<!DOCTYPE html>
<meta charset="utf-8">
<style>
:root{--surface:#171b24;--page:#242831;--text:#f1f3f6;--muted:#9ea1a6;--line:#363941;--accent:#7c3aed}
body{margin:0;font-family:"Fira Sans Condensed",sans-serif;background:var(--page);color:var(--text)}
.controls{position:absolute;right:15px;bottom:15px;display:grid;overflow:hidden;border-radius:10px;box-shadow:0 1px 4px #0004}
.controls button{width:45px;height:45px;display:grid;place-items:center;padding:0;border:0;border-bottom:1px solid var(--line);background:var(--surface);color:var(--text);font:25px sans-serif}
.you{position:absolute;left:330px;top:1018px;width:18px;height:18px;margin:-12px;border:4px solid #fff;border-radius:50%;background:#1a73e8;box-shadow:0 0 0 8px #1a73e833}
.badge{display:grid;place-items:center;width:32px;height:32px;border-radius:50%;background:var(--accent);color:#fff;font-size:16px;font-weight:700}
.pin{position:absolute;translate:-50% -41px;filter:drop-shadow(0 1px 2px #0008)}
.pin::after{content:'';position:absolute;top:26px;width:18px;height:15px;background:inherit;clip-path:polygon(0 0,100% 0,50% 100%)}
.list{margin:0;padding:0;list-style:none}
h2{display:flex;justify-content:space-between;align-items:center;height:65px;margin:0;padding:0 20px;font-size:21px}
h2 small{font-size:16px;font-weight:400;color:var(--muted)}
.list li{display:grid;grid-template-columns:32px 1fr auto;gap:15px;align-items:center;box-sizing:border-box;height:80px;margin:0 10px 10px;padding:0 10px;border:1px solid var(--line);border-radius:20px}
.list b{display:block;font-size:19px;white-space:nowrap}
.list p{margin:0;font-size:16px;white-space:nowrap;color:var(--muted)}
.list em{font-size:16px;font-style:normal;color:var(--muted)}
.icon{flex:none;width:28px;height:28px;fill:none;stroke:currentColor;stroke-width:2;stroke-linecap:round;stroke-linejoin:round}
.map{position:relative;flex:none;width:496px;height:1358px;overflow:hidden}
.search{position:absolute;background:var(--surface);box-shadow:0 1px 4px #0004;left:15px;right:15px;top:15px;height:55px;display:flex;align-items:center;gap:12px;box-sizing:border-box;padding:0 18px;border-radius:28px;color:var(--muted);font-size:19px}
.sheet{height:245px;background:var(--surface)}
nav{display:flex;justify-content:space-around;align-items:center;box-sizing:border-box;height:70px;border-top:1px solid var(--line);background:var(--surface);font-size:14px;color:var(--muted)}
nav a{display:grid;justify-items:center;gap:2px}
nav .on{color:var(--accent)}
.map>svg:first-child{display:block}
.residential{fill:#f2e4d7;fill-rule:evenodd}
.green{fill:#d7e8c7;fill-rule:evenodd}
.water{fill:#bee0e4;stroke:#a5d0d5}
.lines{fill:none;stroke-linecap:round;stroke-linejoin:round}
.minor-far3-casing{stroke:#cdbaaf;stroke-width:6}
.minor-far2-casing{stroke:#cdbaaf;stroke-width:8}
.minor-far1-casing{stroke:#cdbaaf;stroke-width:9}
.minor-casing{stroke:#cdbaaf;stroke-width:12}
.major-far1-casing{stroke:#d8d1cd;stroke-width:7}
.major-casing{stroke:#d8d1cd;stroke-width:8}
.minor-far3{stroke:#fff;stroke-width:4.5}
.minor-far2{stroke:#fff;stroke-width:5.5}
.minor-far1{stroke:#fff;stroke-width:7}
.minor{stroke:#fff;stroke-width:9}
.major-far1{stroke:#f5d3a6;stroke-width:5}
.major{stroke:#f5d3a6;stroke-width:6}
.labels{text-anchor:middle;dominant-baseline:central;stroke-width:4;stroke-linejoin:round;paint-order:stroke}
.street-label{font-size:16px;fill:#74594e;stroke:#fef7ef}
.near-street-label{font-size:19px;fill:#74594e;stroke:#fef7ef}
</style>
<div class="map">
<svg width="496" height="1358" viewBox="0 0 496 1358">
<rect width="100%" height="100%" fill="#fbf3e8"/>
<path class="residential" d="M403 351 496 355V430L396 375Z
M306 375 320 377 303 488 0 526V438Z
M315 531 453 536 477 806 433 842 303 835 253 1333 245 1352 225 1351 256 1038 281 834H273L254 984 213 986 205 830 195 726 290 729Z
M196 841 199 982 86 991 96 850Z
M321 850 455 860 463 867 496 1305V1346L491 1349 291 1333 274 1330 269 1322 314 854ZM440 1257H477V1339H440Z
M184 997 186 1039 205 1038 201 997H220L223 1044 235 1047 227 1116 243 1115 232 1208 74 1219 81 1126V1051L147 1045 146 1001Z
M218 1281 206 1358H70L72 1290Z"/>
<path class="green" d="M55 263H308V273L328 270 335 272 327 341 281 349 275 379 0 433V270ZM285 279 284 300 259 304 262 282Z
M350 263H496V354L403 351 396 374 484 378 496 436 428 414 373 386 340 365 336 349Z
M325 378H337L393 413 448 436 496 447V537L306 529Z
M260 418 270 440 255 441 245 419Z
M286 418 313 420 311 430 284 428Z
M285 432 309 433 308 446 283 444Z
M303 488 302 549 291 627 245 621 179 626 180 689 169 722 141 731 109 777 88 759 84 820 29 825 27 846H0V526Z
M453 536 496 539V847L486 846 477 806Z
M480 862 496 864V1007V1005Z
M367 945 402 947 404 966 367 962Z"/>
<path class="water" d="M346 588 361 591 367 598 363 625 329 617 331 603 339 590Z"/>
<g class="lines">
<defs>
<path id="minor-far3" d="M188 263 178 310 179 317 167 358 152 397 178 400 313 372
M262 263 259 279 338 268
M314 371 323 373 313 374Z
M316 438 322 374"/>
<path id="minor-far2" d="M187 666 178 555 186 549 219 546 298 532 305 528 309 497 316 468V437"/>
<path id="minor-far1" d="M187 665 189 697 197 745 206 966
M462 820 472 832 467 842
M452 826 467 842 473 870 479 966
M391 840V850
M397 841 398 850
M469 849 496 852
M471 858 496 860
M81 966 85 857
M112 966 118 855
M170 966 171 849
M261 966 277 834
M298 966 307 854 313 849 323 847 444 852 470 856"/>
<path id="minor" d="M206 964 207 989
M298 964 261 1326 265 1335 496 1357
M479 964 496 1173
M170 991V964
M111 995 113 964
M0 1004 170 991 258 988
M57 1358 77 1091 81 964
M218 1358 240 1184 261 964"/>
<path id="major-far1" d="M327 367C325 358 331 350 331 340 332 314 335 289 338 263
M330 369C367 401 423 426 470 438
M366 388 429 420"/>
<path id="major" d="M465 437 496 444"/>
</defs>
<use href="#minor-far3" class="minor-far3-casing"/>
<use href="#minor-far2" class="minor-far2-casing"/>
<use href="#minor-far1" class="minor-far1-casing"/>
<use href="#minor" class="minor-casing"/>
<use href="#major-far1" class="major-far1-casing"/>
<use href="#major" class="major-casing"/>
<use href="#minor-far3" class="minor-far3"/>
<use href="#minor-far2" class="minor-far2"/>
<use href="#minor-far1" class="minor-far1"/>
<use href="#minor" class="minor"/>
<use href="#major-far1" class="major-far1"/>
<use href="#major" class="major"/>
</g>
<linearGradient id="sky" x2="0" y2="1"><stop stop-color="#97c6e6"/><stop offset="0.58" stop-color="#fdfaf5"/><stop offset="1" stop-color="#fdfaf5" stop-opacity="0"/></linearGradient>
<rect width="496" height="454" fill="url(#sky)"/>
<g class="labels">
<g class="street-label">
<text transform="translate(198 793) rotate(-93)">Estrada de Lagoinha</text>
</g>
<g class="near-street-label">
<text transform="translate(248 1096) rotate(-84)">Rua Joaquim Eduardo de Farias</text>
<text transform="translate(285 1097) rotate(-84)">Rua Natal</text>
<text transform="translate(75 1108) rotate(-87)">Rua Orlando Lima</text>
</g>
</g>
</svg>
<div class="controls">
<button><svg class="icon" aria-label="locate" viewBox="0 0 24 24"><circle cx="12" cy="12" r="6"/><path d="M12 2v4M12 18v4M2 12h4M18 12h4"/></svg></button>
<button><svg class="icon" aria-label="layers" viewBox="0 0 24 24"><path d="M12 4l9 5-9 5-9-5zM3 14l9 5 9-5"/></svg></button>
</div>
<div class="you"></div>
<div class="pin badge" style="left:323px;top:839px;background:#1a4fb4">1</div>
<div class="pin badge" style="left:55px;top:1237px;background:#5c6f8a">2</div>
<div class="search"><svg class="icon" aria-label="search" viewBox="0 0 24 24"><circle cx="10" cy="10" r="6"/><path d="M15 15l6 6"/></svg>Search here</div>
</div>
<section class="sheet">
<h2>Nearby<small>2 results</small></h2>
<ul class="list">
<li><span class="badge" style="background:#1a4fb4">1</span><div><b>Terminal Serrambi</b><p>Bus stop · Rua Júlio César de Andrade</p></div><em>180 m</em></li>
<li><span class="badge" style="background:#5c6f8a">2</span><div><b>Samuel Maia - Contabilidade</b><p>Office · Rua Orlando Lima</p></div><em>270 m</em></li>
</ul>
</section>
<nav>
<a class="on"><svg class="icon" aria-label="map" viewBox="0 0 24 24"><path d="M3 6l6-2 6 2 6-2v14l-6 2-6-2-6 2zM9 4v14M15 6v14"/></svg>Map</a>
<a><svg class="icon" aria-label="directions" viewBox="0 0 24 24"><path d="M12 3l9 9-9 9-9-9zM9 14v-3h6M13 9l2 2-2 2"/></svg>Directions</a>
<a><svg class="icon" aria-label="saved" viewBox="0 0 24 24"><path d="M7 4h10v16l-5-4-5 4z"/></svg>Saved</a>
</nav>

----

Problem details:
Repeat the data word for word, starting at its first line and stopping after the line that contains "solid #fff;border-radius:50%;background:#1a73e8;box-shadow:0 0".

Expected answer:
<!DOCTYPE html>
<meta charset="utf-8">
<style>
:root{--surface:#171b24;--page:#242831;--text:#f1f3f6;--muted:#9ea1a6;--line:#363941;--accent:#7c3aed}
body{margin:0;font-family:"Fira Sans Condensed",sans-serif;background:var(--page);color:var(--text)}
.controls{position:absolute;right:15px;bottom:15px;display:grid;overflow:hidden;border-radius:10px;box-shadow:0 1px 4px #0004}
.controls button{width:45px;height:45px;display:grid;place-items:center;padding:0;border:0;border-bottom:1px solid var(--line);background:var(--surface);color:var(--text);font:25px sans-serif}
.you{position:absolute;left:330px;top:1018px;width:18px;height:18px;margin:-12px;border:4px solid #fff;border-radius:50%;background:#1a73e8;box-shadow:0 0 0 8px #1a73e833}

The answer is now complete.